▶ _TASK REQUIREMENTS_
Write out all of the entries, matching the original exactly.

───

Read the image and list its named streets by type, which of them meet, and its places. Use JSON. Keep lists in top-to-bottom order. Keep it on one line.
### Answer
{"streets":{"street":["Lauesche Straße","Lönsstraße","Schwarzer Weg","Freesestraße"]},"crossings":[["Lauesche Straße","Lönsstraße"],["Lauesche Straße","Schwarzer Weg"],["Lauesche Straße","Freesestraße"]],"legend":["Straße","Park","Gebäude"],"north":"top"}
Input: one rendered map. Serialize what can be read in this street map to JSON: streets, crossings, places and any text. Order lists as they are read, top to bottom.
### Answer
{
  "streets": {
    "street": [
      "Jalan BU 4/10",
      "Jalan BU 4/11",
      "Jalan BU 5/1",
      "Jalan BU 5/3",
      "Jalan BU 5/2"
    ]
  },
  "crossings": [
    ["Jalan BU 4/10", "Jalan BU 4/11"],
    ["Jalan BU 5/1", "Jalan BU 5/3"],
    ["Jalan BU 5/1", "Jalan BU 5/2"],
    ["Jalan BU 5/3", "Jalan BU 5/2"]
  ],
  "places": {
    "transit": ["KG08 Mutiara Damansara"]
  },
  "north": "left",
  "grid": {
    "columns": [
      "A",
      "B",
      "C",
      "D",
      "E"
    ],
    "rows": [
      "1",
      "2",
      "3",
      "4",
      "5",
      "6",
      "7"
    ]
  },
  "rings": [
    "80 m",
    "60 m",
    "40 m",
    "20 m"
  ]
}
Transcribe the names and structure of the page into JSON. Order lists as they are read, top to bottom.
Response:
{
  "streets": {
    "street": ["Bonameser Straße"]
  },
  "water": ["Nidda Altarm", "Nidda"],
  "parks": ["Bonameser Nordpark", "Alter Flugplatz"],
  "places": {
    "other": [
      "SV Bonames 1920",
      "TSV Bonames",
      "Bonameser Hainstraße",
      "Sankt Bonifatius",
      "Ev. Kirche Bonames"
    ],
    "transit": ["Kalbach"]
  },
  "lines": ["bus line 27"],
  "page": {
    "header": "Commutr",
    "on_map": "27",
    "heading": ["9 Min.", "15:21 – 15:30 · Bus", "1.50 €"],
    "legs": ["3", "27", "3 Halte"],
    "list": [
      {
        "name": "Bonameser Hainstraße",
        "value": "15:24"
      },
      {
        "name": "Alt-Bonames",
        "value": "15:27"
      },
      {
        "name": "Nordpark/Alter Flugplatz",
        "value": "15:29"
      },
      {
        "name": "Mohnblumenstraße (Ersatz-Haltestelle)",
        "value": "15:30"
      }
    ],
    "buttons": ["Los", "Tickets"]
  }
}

───

▶ _REPLY_
Read the image and list its named streets by type, which of them meet, and its places. Use JSON. Keep lists in top-to-bottom order. Keep it on one line.
### Answer
{"streets":{"street":["Lauesche Straße","Lönsstraße","Schwarzer Weg","Freesestraße"]},"crossings":[["Lauesche Straße","Lönsstraße"],["Lauesche Straße","Schwarzer Weg"],["Lauesche Straße","Freesestraße"]],"legend":["Straße","Park","Gebäude"],"north":"top"}
Input: one rendered map. Serialize what can be read in this street map to JSON: streets, crossings, places and any text. Order lists as they are read, top to bottom.
### Answer
{
  "streets": {
    "street": [
      "Jalan BU 4/10",
      "Jalan BU 4/11",
      "Jalan BU 5/1",
      "Jalan BU 5/3",
      "Jalan BU 5/2"
    ]
  },
  "crossings": [
    ["Jalan BU 4/10", "Jalan BU 4/11"],
    ["Jalan BU 5/1", "Jalan BU 5/3"],
    ["Jalan BU 5/1", "Jalan BU 5/2"],
    ["Jalan BU 5/3", "Jalan BU 5/2"]
  ],
  "places": {
    "transit": ["KG08 Mutiara Damansara"]
  },
  "north": "left",
  "grid": {
    "columns": [
      "A",
      "B",
      "C",
      "D",
      "E"
    ],
    "rows": [
      "1",
      "2",
      "3",
      "4",
      "5",
      "6",
      "7"
    ]
  },
  "rings": [
    "80 m",
    "60 m",
    "40 m",
    "20 m"
  ]
}
Transcribe the names and structure of the page into JSON. Order lists as they are read, top to bottom.
Response:
{
  "streets": {
    "street": ["Bonameser Straße"]
  },
  "water": ["Nidda Altarm", "Nidda"],
  "parks": ["Bonameser Nordpark", "Alter Flugplatz"],
  "places": {
    "other": [
      "SV Bonames 1920",
      "TSV Bonames",
      "Bonameser Hainstraße",
      "Sankt Bonifatius",
      "Ev. Kirche Bonames"
    ],
    "transit": ["Kalbach"]
  },
  "lines": ["bus line 27"],
  "page": {
    "header": "Commutr",
    "on_map": "27",
    "heading": ["9 Min.", "15:21 – 15:30 · Bus", "1.50 €"],
    "legs": ["3", "27", "3 Halte"],
    "list": [
      {
        "name": "Bonameser Hainstraße",
        "value": "15:24"
      },
      {
        "name": "Alt-Bonames",
        "value": "15:27"
      },
      {
        "name": "Nordpark/Alter Flugplatz",
        "value": "15:29"
      },
      {
        "name": "Mohnblumenstraße (Ersatz-Haltestelle)",
        "value": "15:30"
      }
    ],
    "buttons": ["Los", "Tickets"]
  }
}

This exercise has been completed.